U.S. Attorney General Jeff Sessions, well known for his anti-LGBTQ views, was confronted by a protester with a transgender pride flag Monday.

Sessions was speaking at a Boston event for the Federalist Society, a conservative group that has played a key role in selecting Supreme Court justices and other federal judges during Donald Trump's presidency. The protester held up a trans pride flag and yelled, "We will not be erased!" in a reference to a memo circulating among federal agencies that would define gender so as to exclude trans people from legal protections or even recognition of their existence. The protester was escorted out, HuffPost reports.

There have been several demonstrations of transgender visibility since news of the memo leaked just over a week ago.

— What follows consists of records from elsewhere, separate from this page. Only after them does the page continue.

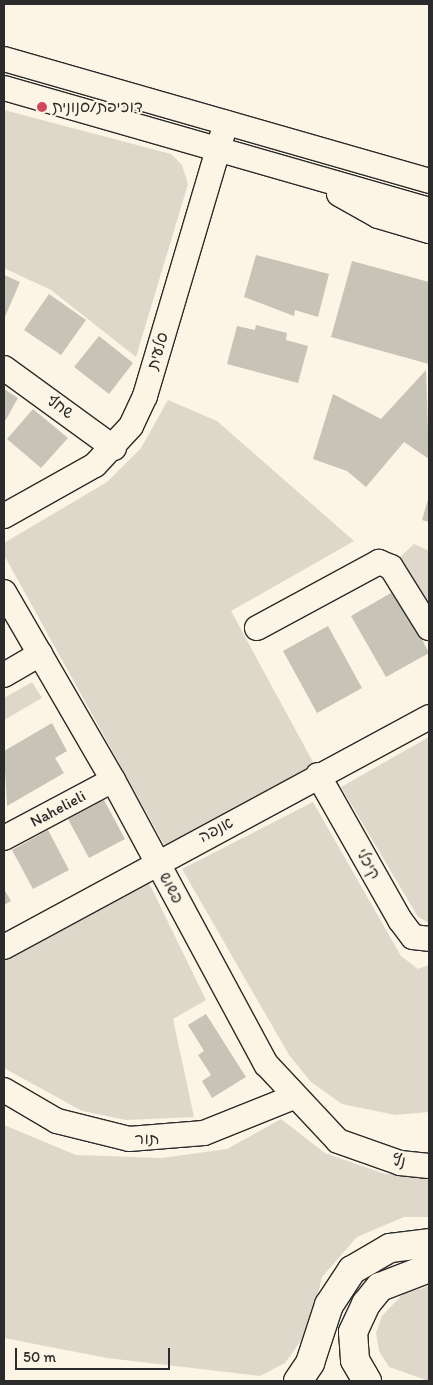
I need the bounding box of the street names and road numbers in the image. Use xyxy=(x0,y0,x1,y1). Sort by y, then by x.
street label: סלעית xyxy=(143,330,173,372)
street label: שחף xyxy=(43,391,77,423)
street label: Nahelieli xyxy=(27,786,89,832)
street label: אנפה xyxy=(195,813,237,847)
street label: קיכלי xyxy=(352,845,384,883)
street label: פשוש xyxy=(155,869,187,907)
street label: תור xyxy=(134,1129,160,1149)
street label: נץ xyxy=(391,1150,407,1172)

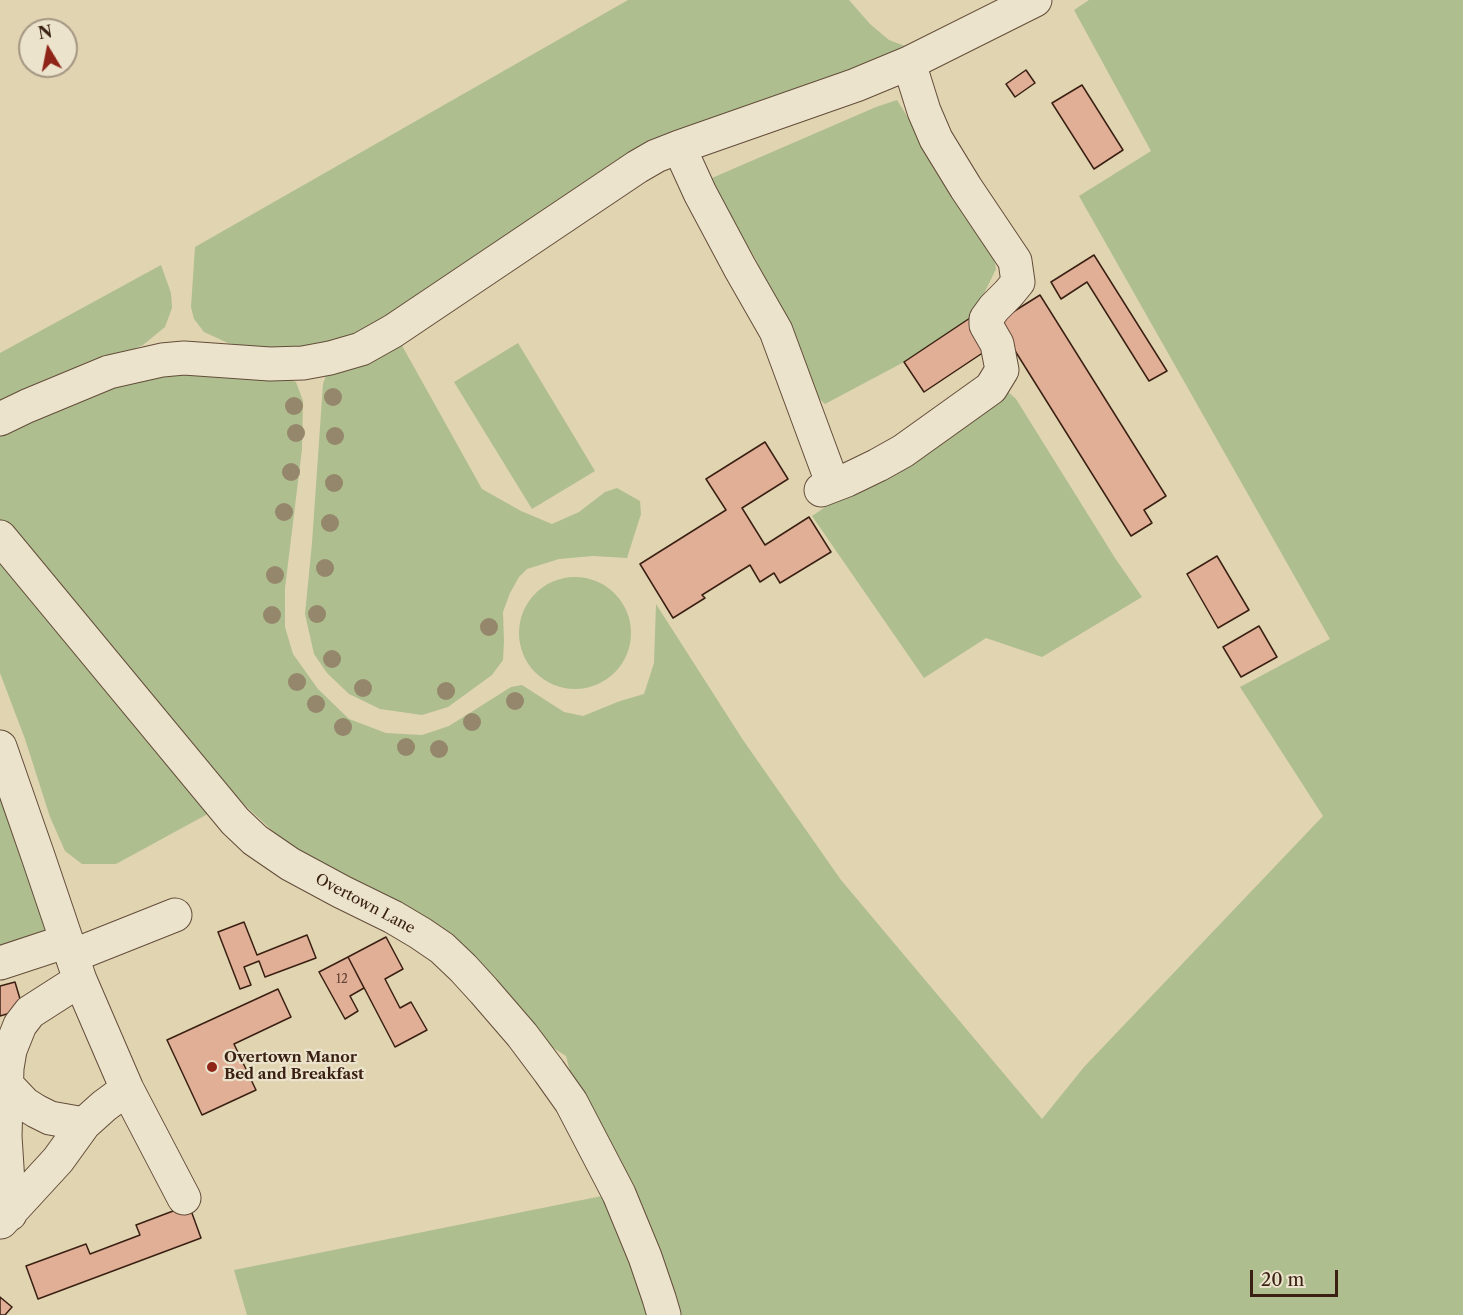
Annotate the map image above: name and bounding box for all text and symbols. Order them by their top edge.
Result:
north arrow [18,18,78,78]
text: N [37,21,54,43]
street label: Overtown Lane [312,870,418,938]
house number: 12 [336,973,348,987]
place label: Overtown Manor Bed and Breakfast [224,1049,364,1084]
marker: Overtown Manor Bed and Breakfast [205,1060,219,1074]
scale bar [1253,1258,1342,1296]
text: 20 m [1261,1269,1304,1291]

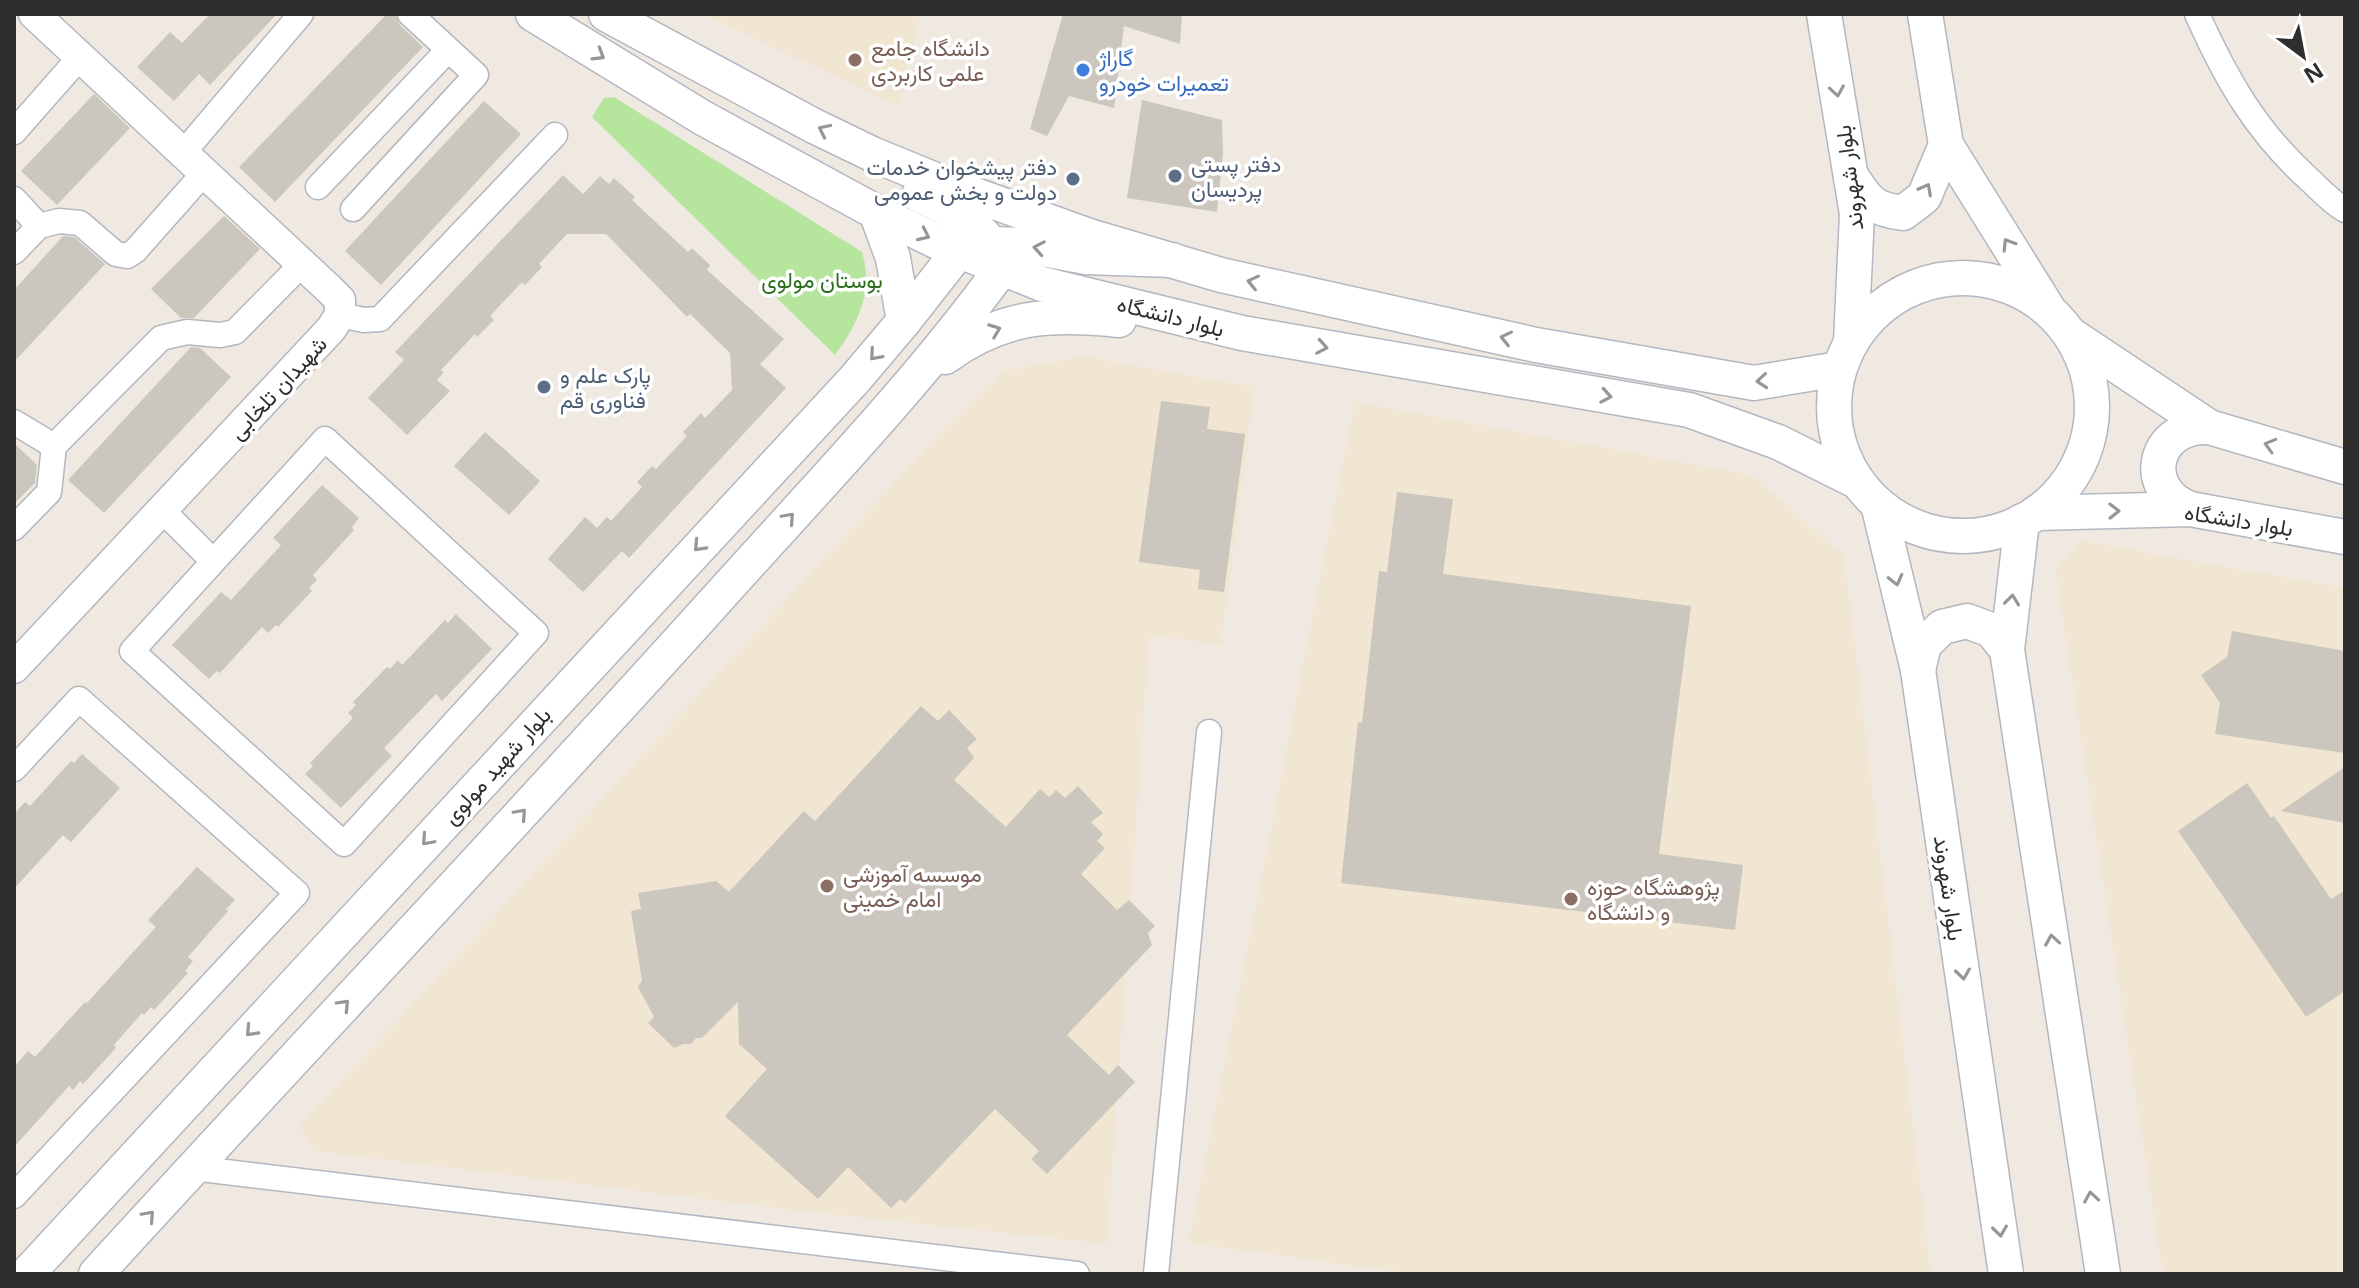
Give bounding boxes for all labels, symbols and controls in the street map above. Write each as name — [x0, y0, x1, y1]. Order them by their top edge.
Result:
north arrow — [2263, 16, 2343, 96]
place label: دانشگاه جامع علمی کاربردی — [871, 32, 990, 87]
place label: گاراژ تعمیرات خودرو — [1098, 42, 1229, 97]
one-way arrow — [590, 45, 605, 61]
marker: دانشگاه جامع علمی کاربردی — [846, 51, 864, 69]
text: N — [2299, 56, 2330, 91]
marker: گاراژ تعمیرات خودرو — [1074, 61, 1092, 79]
one-way arrow — [1828, 84, 1845, 98]
street label: بلوار شهروند — [1827, 124, 1869, 232]
one-way arrow — [817, 125, 832, 140]
place label: دفتر پستی پردیسان — [1191, 148, 1281, 204]
place label: دفتر پیشخوان خدمات دولت و بخش عمومی — [867, 151, 1057, 206]
marker: دفتر پستی پردیسان — [1166, 167, 1184, 185]
marker: دفتر پیشخوان خدمات دولت و بخش عمومی — [1064, 170, 1082, 188]
one-way arrow — [1917, 182, 1932, 197]
one-way arrow — [916, 225, 931, 241]
one-way arrow — [2003, 238, 2018, 253]
one-way arrow — [1032, 241, 1046, 258]
park label: بوستان مولوی — [761, 264, 883, 294]
one-way arrow — [1246, 274, 1260, 291]
street label: بلوار دانشگاه — [1114, 287, 1228, 343]
one-way arrow — [987, 323, 1001, 339]
street label: شهیدان تلخابی — [221, 329, 333, 445]
one-way arrow — [1500, 331, 1514, 348]
one-way arrow — [1315, 338, 1328, 355]
one-way arrow — [870, 346, 885, 360]
place label: پارک علم و فناوری قم — [560, 359, 651, 415]
one-way arrow — [1755, 372, 1768, 389]
marker: پارک علم و فناوری قم — [535, 378, 553, 396]
one-way arrow — [1599, 387, 1612, 404]
one-way arrow — [2264, 438, 2278, 454]
street label: بلوار دانشگاه — [2183, 496, 2295, 542]
one-way arrow — [2108, 502, 2121, 520]
one-way arrow — [780, 512, 794, 527]
one-way arrow — [693, 537, 708, 551]
one-way arrow — [1887, 573, 1904, 586]
one-way arrow — [2004, 593, 2021, 606]
street label: بلوار شهید مولوی — [435, 700, 557, 830]
one-way arrow — [511, 809, 526, 824]
one-way arrow — [422, 831, 437, 845]
street label: بلوار شهروند — [1928, 834, 1972, 942]
place label: موسسه آموزشی امام خمینی — [843, 858, 982, 914]
place label: پژوهشگاه حوزه و دانشگاه — [1587, 871, 1720, 926]
marker: موسسه آموزشی امام خمینی — [818, 877, 836, 895]
marker: پژوهشگاه حوزه و دانشگاه — [1562, 890, 1580, 908]
one-way arrow — [2044, 933, 2061, 947]
one-way arrow — [1954, 967, 1971, 981]
one-way arrow — [335, 1000, 350, 1014]
one-way arrow — [247, 1022, 261, 1037]
one-way arrow — [2084, 1190, 2101, 1204]
one-way arrow — [139, 1211, 153, 1226]
one-way arrow — [1991, 1225, 2008, 1238]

Also Monday, the National Center for Transgender Equality helped activists unfurl a 150-foot transgender pride flag at the Lincoln Memorial in Washington, D.C. On Sunday, during the final game of the World Series between the Boston Red Sox and the Los Angeles Dodgers, activists displayed a flag at Dodger Stadium reading "trans people deserve to live."

Sessions's anti-transgender actions include revoking guidance from the Obama administration that called for inclusive treatment of transgender students in the nation's schools, such as using their preferred names and pronouns, and allowing them access to the restrooms and locker rooms of their choice. Under him, the Justice Department has also argued that federal laws against sex discrimination do not cover discrimination based on gender identity or sexual orientation. Sessions had a long anti-LGBTQ record as a U.S. senator from Alabama and as a state official before becoming attorney general.

At the Federalist Society event, Sessions was beset by two other protesters, apparently objecting to the administration's policy of separating and incarcerating immigrant families who cross the U.S.-Mexico border without authorization. Sessions has supported the policy and even said it is based in biblical teaching.

One man read a Bible verse about taking in strangers and identified himself as a member of the United Methodist Church, the same denomination as Sessions, HuffPost reports. "Brother Jeff, as a fellow United Methodist I call upon you to repent, to care for those in need, to remember that when you do not care for others, you are wounding the body of Christ," he said. Another protester, saying he was a Baptist minister, started to talk about the Bible as well. Both men were escorted out, with the latter saying the action was hypocritical because Sessions's talk was on religious liberty.